SOURCE MATERIAL
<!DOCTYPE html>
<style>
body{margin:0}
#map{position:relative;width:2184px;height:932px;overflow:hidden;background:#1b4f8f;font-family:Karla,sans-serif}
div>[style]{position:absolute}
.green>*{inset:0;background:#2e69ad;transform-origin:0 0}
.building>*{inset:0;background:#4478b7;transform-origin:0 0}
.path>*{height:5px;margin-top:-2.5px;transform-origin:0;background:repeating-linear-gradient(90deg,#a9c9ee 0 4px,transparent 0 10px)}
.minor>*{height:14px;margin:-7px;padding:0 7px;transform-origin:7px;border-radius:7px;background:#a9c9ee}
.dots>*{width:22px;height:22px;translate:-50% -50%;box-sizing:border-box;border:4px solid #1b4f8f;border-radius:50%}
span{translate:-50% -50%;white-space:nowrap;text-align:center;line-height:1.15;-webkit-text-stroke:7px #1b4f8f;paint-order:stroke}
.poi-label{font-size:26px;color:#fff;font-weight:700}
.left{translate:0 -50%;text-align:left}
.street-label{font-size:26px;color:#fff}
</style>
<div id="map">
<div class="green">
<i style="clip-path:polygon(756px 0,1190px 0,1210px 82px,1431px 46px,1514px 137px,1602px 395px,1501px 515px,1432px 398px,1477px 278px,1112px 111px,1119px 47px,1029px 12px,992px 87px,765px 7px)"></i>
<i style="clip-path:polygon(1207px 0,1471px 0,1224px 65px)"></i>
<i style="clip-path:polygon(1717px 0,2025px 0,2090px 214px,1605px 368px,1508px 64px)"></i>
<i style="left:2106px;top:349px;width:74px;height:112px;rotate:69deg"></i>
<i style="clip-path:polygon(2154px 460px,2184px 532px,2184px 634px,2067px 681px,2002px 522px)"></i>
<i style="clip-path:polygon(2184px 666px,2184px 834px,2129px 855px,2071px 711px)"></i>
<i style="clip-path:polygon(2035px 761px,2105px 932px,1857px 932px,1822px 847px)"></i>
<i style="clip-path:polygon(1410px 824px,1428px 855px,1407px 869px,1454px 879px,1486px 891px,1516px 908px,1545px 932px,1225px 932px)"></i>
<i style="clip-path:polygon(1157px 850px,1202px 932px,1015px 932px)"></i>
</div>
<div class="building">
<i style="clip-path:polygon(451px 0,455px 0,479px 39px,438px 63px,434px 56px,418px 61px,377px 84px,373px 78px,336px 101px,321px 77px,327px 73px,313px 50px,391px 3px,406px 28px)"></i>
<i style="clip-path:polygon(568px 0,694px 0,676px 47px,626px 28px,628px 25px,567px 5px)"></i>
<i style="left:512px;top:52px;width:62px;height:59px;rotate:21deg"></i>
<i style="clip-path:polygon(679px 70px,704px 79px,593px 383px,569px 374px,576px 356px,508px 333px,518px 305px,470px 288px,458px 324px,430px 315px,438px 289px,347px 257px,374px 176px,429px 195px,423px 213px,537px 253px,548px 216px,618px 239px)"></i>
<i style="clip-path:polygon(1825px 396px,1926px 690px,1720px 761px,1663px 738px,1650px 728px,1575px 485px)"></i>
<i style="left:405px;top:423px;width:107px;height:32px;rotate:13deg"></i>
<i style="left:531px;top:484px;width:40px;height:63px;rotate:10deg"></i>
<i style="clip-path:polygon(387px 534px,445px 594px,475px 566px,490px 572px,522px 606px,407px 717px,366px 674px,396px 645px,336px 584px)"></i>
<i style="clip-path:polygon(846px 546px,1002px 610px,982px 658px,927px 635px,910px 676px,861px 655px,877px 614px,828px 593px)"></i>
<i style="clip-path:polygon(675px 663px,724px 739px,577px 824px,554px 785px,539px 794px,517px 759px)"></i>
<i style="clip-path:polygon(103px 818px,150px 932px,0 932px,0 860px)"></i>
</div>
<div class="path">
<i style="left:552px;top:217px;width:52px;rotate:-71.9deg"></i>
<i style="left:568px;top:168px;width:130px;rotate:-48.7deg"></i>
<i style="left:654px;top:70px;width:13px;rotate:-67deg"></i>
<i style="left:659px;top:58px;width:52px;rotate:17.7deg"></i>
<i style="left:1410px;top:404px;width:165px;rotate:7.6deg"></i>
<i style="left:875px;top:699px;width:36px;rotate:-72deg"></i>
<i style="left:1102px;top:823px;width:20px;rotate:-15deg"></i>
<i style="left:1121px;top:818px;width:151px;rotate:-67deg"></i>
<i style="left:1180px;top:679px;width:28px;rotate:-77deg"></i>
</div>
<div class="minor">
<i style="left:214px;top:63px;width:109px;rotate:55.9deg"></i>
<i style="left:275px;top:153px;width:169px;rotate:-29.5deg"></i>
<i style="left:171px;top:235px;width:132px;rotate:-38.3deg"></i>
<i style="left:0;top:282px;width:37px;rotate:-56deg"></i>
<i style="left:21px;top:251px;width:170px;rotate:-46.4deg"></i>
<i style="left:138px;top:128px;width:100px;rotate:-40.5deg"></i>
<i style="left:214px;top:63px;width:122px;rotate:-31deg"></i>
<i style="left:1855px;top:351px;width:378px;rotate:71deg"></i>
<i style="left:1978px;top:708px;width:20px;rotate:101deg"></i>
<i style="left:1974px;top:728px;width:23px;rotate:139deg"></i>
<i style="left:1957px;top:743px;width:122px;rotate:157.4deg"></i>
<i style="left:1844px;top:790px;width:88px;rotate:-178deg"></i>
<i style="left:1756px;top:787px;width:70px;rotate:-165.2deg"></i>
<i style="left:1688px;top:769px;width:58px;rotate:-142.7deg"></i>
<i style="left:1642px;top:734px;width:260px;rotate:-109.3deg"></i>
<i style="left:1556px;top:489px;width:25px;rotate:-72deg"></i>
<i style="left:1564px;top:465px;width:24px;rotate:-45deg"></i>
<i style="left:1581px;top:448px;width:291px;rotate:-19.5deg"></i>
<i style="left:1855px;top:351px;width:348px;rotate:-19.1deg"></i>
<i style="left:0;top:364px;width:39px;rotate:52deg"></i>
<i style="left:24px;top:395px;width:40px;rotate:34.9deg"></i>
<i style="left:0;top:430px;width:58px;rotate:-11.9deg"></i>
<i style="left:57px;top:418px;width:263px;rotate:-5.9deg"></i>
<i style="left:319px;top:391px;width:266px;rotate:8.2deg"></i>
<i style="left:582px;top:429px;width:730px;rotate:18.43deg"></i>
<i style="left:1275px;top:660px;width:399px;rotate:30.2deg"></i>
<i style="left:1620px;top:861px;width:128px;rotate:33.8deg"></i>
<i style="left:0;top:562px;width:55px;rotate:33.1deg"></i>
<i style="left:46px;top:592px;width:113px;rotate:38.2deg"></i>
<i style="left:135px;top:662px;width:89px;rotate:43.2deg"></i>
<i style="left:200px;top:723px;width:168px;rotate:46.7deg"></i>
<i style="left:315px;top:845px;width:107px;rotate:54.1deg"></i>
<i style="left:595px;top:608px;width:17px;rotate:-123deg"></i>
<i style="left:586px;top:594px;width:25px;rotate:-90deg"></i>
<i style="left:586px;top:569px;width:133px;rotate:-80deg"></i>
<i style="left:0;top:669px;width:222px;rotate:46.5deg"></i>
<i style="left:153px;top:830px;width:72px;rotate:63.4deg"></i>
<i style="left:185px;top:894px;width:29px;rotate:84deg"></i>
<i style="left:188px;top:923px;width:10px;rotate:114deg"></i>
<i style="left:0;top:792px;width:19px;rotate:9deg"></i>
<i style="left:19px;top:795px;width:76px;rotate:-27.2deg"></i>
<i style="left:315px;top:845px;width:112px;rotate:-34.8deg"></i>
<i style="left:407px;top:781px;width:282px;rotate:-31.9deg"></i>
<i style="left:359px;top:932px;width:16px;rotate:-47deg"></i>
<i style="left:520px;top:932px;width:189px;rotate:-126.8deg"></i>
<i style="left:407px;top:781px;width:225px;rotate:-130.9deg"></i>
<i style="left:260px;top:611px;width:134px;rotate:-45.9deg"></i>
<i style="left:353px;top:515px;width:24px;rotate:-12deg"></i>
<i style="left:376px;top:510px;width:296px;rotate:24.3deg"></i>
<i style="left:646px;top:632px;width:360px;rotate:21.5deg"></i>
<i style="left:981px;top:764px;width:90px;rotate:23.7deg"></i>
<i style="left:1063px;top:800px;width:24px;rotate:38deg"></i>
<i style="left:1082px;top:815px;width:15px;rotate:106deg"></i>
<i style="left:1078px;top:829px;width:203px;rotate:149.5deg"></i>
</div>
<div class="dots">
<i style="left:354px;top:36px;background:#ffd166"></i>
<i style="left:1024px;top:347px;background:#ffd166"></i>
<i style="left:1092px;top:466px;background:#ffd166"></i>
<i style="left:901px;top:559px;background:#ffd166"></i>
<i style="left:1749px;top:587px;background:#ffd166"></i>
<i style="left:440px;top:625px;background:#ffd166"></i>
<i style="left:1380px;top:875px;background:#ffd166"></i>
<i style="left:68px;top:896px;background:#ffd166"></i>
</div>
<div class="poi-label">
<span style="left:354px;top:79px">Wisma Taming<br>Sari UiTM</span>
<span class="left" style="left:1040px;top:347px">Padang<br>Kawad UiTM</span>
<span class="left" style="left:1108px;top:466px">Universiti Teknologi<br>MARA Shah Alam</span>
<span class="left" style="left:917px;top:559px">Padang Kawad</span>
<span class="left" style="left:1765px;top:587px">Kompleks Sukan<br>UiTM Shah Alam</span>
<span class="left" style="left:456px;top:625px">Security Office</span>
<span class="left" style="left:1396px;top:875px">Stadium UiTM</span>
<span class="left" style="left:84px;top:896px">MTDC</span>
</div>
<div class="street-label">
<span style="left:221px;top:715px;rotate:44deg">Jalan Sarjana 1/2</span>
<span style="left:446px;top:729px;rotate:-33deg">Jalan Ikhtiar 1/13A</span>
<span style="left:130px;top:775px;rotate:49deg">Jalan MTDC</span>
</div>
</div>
* * *
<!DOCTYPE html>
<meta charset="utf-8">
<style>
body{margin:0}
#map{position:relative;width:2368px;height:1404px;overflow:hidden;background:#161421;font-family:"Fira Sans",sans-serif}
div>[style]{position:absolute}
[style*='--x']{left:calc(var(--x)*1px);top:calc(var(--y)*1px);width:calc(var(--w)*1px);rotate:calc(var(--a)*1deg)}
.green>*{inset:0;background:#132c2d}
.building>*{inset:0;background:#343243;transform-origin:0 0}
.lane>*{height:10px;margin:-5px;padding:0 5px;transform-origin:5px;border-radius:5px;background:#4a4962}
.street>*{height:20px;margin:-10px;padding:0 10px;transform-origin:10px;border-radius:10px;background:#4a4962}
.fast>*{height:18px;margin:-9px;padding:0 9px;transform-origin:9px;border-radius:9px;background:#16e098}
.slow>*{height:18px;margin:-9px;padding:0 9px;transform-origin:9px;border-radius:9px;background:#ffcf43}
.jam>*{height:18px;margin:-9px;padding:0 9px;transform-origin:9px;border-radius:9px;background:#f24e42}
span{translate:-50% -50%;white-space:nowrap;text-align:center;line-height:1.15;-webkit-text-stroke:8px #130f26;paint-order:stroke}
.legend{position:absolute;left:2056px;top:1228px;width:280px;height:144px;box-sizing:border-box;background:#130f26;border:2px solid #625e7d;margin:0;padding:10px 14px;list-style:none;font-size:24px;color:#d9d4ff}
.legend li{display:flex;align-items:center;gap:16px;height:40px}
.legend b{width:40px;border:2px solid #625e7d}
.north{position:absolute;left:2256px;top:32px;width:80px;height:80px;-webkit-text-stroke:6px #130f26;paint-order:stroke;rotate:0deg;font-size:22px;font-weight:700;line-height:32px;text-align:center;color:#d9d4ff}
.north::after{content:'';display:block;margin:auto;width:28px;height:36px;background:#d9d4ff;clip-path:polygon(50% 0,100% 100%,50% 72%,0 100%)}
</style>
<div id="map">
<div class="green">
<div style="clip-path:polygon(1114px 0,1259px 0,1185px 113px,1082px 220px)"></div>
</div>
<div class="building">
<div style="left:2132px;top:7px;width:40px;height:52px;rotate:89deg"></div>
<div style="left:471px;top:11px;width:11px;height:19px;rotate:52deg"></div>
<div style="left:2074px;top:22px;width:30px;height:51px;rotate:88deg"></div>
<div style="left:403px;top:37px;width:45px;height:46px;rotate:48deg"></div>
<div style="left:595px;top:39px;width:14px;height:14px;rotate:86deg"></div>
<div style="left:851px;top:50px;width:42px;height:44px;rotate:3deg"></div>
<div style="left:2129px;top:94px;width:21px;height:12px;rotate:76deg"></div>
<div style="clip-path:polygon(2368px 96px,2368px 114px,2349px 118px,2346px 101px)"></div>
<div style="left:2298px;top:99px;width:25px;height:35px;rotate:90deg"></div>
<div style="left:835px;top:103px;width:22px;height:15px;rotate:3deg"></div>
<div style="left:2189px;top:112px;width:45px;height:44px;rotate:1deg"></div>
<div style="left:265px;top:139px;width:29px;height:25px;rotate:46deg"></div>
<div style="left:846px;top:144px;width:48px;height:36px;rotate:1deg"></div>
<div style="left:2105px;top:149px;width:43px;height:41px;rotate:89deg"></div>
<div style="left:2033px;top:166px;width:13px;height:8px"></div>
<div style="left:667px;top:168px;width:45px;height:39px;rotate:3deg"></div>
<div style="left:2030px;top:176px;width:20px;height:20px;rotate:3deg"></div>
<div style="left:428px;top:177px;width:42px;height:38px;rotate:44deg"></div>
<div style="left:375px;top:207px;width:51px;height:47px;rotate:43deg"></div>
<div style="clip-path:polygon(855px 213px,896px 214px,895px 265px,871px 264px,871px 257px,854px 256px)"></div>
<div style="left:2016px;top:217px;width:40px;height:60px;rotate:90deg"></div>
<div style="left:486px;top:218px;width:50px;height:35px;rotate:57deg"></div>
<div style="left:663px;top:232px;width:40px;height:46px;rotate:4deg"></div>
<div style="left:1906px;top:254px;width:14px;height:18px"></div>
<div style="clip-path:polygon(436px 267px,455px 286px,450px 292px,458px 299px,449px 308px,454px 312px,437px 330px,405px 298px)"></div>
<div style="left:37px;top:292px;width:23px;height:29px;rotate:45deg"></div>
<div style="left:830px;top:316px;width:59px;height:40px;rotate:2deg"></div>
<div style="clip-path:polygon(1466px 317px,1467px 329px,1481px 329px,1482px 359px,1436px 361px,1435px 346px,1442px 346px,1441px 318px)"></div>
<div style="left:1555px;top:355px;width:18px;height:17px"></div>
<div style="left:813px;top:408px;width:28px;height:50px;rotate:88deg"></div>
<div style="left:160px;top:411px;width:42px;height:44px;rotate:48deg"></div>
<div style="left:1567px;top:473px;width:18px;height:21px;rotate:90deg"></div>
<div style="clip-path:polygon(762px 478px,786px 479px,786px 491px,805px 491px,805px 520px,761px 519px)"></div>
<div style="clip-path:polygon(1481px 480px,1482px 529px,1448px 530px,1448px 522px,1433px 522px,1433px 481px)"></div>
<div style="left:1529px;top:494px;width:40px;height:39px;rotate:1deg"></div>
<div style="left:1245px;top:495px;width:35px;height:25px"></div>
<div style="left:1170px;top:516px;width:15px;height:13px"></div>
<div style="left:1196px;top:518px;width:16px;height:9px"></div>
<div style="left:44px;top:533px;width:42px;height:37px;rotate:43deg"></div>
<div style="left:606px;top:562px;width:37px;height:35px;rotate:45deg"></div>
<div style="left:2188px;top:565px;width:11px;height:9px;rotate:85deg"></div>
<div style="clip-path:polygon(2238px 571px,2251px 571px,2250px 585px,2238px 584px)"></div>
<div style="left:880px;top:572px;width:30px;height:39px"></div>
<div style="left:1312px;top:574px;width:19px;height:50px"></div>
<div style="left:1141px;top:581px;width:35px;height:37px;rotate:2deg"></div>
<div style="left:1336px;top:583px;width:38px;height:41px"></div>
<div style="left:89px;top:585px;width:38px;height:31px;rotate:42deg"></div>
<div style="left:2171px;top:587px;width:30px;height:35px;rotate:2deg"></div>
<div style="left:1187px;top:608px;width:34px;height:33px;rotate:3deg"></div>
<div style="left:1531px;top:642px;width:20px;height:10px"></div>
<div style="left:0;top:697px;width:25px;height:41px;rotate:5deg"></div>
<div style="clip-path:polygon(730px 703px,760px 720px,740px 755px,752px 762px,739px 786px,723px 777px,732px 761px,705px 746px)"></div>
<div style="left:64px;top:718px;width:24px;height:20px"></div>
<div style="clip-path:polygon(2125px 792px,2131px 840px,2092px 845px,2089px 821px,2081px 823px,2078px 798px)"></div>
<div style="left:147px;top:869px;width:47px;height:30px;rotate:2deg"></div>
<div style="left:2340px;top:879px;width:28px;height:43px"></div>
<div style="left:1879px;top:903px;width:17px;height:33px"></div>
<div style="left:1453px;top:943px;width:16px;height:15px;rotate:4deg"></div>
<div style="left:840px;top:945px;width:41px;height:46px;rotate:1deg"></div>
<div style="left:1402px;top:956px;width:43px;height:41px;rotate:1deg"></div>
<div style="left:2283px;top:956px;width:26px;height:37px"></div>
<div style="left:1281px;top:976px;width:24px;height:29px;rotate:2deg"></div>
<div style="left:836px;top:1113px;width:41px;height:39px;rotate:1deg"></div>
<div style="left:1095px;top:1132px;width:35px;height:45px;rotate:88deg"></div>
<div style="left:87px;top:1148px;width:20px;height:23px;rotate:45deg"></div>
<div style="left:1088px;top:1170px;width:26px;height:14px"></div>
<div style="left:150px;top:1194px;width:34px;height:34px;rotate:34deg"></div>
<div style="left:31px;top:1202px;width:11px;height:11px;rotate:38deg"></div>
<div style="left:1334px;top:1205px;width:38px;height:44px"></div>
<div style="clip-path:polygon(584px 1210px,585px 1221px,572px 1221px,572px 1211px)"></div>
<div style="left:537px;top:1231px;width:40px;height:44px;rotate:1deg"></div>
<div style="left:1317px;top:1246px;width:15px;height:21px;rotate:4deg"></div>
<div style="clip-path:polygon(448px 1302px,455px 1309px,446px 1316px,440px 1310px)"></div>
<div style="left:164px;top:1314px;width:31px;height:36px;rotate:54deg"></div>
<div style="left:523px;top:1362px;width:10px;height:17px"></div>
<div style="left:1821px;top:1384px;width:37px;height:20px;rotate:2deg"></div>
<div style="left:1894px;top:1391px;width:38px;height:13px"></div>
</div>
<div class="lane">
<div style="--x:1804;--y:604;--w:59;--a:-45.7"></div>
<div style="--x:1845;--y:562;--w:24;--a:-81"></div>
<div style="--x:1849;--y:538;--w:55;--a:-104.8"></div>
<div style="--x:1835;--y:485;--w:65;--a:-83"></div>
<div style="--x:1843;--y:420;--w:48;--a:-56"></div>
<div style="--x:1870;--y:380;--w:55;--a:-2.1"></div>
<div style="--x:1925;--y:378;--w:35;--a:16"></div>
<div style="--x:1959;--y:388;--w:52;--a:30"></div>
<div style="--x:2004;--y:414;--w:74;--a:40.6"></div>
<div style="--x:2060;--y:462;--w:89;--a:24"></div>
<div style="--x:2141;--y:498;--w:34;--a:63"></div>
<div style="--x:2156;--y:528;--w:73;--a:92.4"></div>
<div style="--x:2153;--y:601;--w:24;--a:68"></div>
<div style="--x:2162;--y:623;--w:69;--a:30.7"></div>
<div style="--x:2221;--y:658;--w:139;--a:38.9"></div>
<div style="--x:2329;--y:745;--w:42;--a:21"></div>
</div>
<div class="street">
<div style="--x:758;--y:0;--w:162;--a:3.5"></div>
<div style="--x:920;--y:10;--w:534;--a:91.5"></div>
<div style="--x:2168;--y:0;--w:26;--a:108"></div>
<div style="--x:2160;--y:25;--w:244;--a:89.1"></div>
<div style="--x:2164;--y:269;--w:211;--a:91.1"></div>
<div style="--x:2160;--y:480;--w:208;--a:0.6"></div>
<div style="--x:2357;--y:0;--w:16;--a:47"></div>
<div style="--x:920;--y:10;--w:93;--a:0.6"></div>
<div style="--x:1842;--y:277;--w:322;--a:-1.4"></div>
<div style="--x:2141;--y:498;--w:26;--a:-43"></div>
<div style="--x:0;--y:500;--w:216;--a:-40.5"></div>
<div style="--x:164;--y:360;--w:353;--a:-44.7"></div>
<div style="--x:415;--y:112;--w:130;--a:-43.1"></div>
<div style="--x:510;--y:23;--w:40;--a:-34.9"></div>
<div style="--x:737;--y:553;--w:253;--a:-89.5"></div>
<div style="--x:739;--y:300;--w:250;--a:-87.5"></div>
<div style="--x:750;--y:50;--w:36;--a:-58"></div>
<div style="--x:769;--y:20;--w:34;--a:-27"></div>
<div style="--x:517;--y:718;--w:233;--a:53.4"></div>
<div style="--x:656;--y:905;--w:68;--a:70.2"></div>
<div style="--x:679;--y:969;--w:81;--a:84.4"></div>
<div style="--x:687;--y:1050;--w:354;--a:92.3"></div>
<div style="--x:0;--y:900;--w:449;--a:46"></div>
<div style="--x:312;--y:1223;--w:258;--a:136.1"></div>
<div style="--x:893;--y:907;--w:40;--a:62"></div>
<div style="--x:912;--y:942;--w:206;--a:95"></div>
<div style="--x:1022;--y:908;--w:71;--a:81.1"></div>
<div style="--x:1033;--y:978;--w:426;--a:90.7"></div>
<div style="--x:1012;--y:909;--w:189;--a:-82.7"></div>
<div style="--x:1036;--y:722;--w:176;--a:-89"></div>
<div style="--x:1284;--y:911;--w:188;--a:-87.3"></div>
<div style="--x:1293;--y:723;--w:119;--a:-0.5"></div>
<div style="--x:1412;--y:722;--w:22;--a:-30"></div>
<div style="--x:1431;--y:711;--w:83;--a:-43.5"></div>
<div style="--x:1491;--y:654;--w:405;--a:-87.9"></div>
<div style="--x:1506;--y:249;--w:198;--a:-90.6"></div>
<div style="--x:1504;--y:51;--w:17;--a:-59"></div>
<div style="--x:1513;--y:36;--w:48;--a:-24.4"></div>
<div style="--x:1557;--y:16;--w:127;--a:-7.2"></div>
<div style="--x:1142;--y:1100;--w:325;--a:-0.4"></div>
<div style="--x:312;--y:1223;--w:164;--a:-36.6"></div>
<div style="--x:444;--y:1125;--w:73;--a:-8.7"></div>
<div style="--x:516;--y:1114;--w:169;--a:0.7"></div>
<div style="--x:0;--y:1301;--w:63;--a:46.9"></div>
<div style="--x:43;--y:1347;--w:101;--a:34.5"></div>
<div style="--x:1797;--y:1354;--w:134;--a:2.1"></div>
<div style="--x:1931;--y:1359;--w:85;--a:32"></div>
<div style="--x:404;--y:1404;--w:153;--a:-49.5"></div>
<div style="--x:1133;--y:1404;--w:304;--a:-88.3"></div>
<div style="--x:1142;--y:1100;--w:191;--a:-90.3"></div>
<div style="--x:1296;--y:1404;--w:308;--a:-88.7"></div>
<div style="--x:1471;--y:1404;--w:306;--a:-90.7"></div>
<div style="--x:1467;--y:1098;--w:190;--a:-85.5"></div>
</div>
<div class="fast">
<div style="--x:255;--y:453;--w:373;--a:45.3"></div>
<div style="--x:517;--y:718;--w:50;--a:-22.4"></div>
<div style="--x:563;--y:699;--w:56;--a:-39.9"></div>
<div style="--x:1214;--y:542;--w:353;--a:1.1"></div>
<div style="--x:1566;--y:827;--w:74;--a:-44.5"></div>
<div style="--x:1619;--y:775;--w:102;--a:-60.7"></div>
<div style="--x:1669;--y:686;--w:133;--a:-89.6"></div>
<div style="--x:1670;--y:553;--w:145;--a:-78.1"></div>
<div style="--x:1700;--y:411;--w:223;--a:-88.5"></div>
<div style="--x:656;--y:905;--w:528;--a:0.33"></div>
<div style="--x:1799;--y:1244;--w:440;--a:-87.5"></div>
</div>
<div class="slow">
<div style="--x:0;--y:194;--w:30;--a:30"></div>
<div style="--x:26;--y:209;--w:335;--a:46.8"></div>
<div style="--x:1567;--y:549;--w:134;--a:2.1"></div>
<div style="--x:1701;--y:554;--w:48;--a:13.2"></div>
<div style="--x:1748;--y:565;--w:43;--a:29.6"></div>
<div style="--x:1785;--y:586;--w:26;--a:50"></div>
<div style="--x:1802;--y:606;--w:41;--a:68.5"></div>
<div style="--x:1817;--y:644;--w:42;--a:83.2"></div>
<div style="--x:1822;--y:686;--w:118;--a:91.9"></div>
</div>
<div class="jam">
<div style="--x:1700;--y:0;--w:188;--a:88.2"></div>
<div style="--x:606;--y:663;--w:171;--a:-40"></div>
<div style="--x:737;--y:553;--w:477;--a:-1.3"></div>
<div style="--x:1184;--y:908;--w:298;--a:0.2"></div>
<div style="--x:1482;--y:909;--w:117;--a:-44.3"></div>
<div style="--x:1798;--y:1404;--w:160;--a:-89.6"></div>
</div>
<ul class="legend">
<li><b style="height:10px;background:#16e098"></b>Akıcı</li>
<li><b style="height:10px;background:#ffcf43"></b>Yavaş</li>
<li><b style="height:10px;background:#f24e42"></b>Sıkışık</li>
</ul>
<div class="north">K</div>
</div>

REQUIRED ACTION
Go through the entries and return each line where the word "hidden" appears.

TASK OUTPUT
#map{position:relative;width:2184px;height:932px;overflow:hidden;background:#1b4f8f;font-family:Karla,sans-serif}
#map{position:relative;width:2368px;height:1404px;overflow:hidden;background:#161421;font-family:"Fira Sans",sans-serif}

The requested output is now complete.